Exact asymptotic expansions for the cylindrical Poisson-Boltzmann equation

TL;DR

This paper derives exact asymptotic expansions for the Poisson-Boltzmann equation around long rods, providing improved analytical tools for understanding electrostatic potentials in polyelectrolytes, especially at low salinity.

Contribution

It introduces new asymptotic expansions and practical expressions for the Poisson-Boltzmann equation solutions, enhancing analysis of electrostatics in polyelectrolytes.

Findings

Derived analytical expansions for the Manning radius.

Provided accurate expressions for electrostatic potential across all distances.
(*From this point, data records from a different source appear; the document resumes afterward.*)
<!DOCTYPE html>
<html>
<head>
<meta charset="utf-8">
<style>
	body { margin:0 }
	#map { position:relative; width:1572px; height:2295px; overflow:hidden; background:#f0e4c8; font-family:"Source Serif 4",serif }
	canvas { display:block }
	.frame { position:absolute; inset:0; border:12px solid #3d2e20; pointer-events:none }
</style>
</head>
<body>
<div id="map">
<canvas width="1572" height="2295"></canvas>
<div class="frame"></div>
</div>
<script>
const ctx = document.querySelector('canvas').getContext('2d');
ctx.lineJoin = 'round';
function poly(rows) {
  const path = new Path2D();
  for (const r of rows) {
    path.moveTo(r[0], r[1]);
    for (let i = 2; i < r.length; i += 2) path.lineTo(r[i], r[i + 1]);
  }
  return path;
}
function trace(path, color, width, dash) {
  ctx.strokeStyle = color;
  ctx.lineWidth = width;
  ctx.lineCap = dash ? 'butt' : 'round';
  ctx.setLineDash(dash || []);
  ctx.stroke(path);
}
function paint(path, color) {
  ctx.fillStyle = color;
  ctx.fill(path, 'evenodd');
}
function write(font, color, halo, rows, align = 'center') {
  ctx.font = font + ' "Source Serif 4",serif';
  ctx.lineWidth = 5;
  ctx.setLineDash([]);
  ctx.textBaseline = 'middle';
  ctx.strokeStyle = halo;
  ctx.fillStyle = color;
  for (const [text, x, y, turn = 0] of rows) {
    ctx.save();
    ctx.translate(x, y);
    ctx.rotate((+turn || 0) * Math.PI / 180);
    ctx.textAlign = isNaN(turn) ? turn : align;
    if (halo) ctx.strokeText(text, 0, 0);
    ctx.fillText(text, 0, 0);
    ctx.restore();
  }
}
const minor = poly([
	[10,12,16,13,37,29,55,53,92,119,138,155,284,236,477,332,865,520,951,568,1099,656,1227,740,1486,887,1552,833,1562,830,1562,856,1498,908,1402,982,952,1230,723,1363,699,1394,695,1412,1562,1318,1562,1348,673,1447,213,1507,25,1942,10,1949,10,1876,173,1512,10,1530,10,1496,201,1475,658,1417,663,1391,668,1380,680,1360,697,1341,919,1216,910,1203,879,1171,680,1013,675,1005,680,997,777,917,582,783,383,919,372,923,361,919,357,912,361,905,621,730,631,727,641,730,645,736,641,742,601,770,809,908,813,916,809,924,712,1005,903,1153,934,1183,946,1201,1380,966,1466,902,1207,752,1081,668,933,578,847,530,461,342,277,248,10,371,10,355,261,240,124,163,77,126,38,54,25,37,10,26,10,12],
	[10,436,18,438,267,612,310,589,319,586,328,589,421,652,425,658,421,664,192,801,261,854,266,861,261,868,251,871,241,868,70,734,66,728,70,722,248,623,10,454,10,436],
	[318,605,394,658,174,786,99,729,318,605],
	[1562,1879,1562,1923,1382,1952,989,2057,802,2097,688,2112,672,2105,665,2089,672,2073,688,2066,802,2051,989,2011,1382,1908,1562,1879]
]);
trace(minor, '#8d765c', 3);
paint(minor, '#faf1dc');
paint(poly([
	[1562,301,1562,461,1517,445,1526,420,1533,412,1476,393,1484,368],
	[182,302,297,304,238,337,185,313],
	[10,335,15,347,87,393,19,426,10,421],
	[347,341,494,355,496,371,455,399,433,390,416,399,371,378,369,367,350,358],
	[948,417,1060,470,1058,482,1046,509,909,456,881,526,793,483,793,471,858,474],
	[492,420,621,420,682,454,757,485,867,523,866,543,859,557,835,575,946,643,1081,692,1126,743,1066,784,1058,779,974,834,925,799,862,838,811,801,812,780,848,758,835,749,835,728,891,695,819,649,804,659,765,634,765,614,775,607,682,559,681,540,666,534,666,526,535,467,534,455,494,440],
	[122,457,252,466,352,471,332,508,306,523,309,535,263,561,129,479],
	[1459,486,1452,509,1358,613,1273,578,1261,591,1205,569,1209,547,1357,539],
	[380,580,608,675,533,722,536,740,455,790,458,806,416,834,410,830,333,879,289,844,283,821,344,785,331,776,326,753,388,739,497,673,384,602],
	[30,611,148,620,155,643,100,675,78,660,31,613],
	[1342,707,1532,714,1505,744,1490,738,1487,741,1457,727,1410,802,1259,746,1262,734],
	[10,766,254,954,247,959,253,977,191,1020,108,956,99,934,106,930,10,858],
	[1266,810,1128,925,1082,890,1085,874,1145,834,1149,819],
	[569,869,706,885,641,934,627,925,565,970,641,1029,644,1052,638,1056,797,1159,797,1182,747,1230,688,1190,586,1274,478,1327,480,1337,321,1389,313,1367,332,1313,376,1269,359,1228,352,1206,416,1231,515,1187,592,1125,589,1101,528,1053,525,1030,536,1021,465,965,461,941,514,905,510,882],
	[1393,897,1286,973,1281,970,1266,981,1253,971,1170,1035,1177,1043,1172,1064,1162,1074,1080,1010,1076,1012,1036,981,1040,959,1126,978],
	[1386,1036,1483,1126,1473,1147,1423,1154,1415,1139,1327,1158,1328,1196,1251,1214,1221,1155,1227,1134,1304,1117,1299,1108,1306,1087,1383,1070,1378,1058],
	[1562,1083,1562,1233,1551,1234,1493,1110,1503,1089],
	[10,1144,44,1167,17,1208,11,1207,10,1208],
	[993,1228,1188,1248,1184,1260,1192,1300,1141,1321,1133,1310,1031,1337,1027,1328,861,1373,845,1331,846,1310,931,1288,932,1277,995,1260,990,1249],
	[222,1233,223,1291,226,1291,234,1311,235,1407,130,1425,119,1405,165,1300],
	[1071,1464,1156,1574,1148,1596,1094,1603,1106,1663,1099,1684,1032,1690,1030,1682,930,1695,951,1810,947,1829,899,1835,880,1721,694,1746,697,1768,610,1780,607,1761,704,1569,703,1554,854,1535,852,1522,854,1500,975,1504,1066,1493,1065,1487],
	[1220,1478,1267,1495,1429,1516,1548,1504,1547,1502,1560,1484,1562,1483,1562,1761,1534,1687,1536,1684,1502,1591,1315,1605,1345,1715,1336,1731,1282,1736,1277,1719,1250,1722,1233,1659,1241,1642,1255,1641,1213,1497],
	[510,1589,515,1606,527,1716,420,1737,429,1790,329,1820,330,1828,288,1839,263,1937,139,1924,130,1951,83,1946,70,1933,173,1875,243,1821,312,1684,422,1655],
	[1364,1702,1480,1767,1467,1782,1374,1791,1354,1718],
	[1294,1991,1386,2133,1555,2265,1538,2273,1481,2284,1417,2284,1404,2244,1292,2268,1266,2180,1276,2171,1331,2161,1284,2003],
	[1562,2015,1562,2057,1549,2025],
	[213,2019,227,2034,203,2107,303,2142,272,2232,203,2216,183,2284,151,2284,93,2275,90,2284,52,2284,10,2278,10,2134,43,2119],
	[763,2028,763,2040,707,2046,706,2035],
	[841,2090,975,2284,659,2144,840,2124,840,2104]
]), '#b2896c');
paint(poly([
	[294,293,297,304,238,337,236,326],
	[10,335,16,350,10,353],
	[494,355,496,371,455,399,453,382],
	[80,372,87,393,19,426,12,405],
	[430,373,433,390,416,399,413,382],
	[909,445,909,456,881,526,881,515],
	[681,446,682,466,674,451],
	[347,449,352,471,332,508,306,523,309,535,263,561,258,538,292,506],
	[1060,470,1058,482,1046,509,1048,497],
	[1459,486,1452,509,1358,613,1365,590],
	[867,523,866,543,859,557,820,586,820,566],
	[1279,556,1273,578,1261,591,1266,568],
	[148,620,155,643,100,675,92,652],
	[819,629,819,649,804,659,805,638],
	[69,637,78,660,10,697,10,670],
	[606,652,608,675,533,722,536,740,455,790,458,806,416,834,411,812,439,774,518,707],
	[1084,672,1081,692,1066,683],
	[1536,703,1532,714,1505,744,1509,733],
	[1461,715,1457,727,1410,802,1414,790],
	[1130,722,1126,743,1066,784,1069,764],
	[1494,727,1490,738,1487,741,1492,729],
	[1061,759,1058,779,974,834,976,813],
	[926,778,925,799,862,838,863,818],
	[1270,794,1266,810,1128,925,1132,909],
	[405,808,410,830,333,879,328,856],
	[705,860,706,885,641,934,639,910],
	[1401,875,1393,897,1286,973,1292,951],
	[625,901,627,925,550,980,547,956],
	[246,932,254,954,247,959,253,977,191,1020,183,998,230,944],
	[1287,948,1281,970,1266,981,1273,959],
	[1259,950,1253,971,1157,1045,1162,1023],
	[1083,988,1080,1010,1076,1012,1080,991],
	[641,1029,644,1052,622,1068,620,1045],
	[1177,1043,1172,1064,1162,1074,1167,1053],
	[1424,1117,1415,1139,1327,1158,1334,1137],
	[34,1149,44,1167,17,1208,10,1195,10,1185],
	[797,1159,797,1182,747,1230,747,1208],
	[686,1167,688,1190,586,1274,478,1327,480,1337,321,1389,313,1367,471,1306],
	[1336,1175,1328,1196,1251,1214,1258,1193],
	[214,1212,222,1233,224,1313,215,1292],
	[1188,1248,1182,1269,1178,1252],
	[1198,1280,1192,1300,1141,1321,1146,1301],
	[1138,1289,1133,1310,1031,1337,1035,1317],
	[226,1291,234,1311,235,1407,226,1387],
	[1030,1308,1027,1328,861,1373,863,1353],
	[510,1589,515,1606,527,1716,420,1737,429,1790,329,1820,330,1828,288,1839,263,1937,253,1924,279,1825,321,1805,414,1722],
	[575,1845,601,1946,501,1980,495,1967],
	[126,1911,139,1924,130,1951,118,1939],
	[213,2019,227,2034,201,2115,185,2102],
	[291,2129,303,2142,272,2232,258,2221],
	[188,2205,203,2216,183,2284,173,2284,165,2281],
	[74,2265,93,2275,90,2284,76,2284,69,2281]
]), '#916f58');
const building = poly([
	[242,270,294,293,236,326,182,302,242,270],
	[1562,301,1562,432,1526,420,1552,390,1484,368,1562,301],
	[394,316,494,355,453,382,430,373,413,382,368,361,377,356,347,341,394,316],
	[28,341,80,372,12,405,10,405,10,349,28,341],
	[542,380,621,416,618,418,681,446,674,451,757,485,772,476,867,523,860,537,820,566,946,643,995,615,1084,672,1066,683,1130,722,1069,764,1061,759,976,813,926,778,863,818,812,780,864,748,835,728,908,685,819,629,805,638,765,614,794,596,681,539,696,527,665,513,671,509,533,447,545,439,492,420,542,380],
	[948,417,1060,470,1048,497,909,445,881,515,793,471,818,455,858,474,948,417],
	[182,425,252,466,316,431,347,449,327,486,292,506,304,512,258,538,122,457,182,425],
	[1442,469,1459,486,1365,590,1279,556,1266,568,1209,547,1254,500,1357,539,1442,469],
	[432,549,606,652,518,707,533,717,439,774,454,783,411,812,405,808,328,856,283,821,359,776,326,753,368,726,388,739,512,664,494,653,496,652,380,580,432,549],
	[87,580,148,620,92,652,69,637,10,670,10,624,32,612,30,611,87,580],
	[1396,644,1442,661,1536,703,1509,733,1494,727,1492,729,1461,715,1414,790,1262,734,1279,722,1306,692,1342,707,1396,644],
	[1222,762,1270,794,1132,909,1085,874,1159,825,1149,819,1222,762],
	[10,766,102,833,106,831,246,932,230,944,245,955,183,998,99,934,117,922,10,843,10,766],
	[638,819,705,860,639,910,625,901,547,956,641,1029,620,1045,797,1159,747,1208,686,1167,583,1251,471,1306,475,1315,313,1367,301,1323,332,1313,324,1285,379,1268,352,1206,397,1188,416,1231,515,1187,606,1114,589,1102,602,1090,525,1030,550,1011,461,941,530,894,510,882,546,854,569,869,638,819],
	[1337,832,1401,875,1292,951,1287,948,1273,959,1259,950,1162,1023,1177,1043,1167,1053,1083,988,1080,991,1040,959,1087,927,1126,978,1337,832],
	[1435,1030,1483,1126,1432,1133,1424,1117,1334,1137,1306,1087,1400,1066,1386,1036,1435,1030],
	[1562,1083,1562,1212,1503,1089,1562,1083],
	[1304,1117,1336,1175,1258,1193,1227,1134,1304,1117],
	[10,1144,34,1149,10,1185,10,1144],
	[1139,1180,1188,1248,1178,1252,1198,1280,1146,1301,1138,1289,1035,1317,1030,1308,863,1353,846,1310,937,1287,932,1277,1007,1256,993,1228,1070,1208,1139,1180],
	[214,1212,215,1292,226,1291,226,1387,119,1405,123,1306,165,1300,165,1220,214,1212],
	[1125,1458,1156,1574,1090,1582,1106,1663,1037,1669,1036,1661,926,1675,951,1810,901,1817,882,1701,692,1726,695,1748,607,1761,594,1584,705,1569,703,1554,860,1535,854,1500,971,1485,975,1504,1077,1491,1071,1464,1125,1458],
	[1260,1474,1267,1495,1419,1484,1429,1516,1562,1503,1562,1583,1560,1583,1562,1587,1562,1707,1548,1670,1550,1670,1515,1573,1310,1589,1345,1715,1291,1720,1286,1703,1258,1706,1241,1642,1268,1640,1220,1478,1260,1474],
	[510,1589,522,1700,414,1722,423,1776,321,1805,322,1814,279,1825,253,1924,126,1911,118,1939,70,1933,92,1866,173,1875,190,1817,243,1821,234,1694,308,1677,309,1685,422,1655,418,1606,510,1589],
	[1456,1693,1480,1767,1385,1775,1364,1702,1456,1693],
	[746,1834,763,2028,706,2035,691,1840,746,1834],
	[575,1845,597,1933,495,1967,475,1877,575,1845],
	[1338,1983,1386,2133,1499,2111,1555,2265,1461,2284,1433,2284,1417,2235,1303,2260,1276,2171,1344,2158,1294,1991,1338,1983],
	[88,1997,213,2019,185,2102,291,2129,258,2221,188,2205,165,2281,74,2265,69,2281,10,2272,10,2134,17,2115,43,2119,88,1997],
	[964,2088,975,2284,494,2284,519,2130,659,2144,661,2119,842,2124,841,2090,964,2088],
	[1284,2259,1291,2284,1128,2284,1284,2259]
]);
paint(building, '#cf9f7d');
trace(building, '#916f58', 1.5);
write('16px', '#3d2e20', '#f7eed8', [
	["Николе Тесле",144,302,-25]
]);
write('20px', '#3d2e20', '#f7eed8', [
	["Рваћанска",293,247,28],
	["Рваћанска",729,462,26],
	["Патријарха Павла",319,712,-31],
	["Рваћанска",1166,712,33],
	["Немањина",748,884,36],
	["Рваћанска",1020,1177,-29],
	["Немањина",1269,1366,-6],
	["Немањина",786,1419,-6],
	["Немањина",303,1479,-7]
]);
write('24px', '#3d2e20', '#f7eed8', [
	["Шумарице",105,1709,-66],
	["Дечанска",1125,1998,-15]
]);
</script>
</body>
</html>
Analyzed behavior in low salinity regimes.

Abstract

The mathematical theory of integrable Painleve/Toda type systems sheds new light on the behavior of solutions to the Poisson-Boltzmann equation for the potential due to a long rod-like macroion. We investigate here the case of symmetric electrolytes together with that of 1:2 and 2:1 salts. Short and large scale features are analyzed, with a particular emphasis on the low salinity regime. Analytical expansions are derived for several quantities relevant for polyelectrolytes theory, such as the Manning radius. In addition, accurate and practical expressions are worked out for the electrostatic potential, which improve upon previous work and cover the full range of radial distances.